I've been doing lots with Pg and Java lately and I've found it very
pleasant how relatively easy it is to produce responsive code using a
background worker thread to access the DB. I have a nasty little script
that runs in the background, sending a SIGSTOP to randomly chosen
backends then a SIGCONT a few milliseconds, seconds, or sometimes
minutes later. I chuck the odd SIGTERM in to liven up the mix and test
error handling. I can strongly recommend testing this way as you go
about your normal development if you can afford it ... it's extremely
helpful for catching issues with responsiveness, error handling, or
timing issues.

I don't imagine it's much fun to take the same sort of GUI thread +
background worker approach in C++ . I have lots more experience with C++
than Java, but fortunately for me very little with significantly
multi-threaded C++ and no multi-threaded C++ database code, so I can't
offer any useful advice on how to tackle it. All the C++ threading I've
done has been via TrollTech's Qt library, anyway, which is basically
cheating.

Given the choice I'd want to take the async I/O option over threading in
C++, but I don't get the impression that libpq is really built around
that model.

I'm assuming you're using libpq, of course, not an ODBC interface or
something else.

> I'm aware that I could create a second thread to make the call to my
> database API, libpqxx, but I have reservations due to the possible
> implications for thread safety - pqxx lacks "a flexible mechanism for
> thread synchronization", so this might cause headaches.
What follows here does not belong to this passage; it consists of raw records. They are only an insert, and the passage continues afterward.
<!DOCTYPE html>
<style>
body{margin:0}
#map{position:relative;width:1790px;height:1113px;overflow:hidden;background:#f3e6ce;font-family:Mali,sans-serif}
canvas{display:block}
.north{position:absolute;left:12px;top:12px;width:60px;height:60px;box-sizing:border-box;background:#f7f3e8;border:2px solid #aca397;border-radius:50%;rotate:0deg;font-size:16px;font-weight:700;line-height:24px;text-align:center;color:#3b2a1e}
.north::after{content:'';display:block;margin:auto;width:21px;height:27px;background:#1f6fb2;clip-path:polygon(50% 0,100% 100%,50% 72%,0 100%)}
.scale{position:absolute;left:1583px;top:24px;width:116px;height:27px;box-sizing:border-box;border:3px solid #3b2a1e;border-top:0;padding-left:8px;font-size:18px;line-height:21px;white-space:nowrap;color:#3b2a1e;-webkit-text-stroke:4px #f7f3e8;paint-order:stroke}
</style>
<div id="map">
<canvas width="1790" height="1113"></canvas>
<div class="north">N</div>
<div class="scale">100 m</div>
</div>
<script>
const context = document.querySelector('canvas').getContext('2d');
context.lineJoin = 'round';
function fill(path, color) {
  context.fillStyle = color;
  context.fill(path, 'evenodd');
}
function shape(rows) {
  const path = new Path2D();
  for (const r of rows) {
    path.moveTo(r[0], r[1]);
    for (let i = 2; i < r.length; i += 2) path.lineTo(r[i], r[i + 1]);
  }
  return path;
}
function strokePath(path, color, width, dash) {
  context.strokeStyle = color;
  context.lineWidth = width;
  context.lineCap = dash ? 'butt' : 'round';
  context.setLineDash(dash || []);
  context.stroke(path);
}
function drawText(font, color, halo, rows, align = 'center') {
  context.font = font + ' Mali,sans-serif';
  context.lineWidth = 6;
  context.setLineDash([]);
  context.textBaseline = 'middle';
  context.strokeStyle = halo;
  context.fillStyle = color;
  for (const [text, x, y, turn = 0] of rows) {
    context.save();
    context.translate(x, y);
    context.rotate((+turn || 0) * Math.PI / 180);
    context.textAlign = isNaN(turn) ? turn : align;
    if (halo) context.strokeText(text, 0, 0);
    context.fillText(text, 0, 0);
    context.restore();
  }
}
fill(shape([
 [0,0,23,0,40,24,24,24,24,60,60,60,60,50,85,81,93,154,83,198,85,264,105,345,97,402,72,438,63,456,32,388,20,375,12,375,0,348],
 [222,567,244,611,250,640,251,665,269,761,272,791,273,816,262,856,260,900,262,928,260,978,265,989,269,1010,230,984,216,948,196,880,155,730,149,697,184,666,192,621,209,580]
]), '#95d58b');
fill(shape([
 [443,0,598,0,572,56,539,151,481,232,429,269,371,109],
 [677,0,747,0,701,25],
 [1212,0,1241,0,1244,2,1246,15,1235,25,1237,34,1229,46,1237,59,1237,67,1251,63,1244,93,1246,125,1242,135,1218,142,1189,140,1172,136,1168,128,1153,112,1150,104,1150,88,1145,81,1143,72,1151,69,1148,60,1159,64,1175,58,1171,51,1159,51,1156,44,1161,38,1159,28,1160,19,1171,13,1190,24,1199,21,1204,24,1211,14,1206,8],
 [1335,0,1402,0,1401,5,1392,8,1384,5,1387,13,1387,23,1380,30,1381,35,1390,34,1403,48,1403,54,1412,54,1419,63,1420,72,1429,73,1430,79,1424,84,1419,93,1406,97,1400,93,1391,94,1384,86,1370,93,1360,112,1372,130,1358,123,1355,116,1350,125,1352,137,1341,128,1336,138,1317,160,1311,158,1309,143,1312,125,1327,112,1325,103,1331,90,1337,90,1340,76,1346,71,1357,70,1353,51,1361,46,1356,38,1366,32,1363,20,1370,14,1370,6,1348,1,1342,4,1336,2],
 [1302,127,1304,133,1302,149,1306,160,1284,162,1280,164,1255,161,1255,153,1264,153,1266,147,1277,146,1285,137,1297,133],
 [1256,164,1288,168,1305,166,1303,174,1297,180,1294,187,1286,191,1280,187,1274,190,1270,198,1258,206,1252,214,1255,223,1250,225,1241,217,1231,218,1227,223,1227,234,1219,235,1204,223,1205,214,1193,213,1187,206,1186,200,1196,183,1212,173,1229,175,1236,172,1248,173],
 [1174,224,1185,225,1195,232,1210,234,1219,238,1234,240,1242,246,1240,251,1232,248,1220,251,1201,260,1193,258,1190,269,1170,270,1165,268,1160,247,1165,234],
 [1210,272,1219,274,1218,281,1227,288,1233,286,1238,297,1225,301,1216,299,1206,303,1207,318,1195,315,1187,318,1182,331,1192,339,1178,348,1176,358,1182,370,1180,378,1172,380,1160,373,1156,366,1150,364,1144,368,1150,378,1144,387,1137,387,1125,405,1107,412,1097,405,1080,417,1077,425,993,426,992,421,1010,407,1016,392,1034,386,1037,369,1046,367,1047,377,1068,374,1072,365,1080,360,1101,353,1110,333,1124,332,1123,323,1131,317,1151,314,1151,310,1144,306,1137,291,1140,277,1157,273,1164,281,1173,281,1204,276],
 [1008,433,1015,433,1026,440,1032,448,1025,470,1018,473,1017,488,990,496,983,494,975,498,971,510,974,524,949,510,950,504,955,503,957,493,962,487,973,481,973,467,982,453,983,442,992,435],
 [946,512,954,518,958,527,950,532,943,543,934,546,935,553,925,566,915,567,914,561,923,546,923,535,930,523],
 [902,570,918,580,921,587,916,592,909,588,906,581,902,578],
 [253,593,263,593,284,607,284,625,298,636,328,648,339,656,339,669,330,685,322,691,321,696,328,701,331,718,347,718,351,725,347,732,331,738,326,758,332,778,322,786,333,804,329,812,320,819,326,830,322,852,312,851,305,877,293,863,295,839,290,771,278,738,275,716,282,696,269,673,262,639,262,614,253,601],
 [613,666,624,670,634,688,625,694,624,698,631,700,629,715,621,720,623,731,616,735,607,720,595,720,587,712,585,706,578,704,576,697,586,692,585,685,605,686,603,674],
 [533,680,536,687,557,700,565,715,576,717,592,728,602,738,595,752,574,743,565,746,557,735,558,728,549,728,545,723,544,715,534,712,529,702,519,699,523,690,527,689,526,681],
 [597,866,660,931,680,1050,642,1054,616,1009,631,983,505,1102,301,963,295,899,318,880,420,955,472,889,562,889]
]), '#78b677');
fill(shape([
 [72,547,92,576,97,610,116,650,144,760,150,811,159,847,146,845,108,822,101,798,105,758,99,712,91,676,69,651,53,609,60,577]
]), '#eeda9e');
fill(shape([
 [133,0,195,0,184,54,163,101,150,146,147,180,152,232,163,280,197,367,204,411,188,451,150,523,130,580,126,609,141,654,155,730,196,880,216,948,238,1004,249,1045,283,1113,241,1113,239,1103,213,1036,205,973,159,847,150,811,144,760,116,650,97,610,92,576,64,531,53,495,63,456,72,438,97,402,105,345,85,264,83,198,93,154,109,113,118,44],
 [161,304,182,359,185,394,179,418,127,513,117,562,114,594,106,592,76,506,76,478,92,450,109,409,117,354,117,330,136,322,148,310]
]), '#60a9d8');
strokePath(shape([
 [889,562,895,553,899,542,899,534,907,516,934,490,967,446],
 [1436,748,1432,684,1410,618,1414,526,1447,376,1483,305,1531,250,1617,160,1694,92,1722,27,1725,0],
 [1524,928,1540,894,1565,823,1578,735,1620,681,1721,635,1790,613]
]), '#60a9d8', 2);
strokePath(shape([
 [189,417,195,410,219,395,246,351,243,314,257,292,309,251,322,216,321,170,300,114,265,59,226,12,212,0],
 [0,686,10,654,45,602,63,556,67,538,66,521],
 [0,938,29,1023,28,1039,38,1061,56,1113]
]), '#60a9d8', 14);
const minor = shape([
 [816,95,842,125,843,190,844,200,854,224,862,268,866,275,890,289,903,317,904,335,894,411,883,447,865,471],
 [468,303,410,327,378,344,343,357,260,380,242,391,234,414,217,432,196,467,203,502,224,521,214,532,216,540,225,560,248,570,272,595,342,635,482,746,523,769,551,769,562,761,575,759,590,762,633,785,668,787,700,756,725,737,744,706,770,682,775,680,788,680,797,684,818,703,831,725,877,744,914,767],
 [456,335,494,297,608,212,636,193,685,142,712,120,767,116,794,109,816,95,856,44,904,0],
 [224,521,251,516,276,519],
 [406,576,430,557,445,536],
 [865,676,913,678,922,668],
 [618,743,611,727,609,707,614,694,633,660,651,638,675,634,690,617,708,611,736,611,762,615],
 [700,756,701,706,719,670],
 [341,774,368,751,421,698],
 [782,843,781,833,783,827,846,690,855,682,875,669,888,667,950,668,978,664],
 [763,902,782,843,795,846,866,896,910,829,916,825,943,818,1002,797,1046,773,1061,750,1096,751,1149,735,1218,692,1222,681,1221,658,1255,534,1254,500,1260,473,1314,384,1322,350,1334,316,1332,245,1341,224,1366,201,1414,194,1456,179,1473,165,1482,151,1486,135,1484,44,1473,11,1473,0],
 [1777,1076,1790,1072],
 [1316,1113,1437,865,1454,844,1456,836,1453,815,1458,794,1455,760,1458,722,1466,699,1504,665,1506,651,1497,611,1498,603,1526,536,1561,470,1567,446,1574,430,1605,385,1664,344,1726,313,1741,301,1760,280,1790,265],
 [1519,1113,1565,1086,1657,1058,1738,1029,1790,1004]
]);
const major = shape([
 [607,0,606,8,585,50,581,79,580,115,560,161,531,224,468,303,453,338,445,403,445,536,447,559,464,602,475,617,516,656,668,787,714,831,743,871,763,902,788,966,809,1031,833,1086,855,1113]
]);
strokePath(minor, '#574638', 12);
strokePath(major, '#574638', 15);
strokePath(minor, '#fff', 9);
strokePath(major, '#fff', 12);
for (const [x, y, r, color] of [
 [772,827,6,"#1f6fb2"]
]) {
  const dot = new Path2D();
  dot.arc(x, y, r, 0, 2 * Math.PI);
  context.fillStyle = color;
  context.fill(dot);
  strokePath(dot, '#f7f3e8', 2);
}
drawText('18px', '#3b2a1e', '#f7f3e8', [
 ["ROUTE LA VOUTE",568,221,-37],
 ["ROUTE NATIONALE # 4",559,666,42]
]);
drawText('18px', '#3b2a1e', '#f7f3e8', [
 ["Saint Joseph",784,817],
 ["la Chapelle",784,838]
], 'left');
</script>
It just means that you should entirely encapsulate all libpq access
within a module that, except for job submit/notification messaging, runs
entirely on one thread. If there are no points where other code calls
into libpq and the libpq-using worker sticks to one thread you should be
just fine.

Getting the completion notification, cancellation, error reporting, etc
etc etc right in a concurrent environment could be fun though. I'd want
to stick to a job queue as much as possible, personally.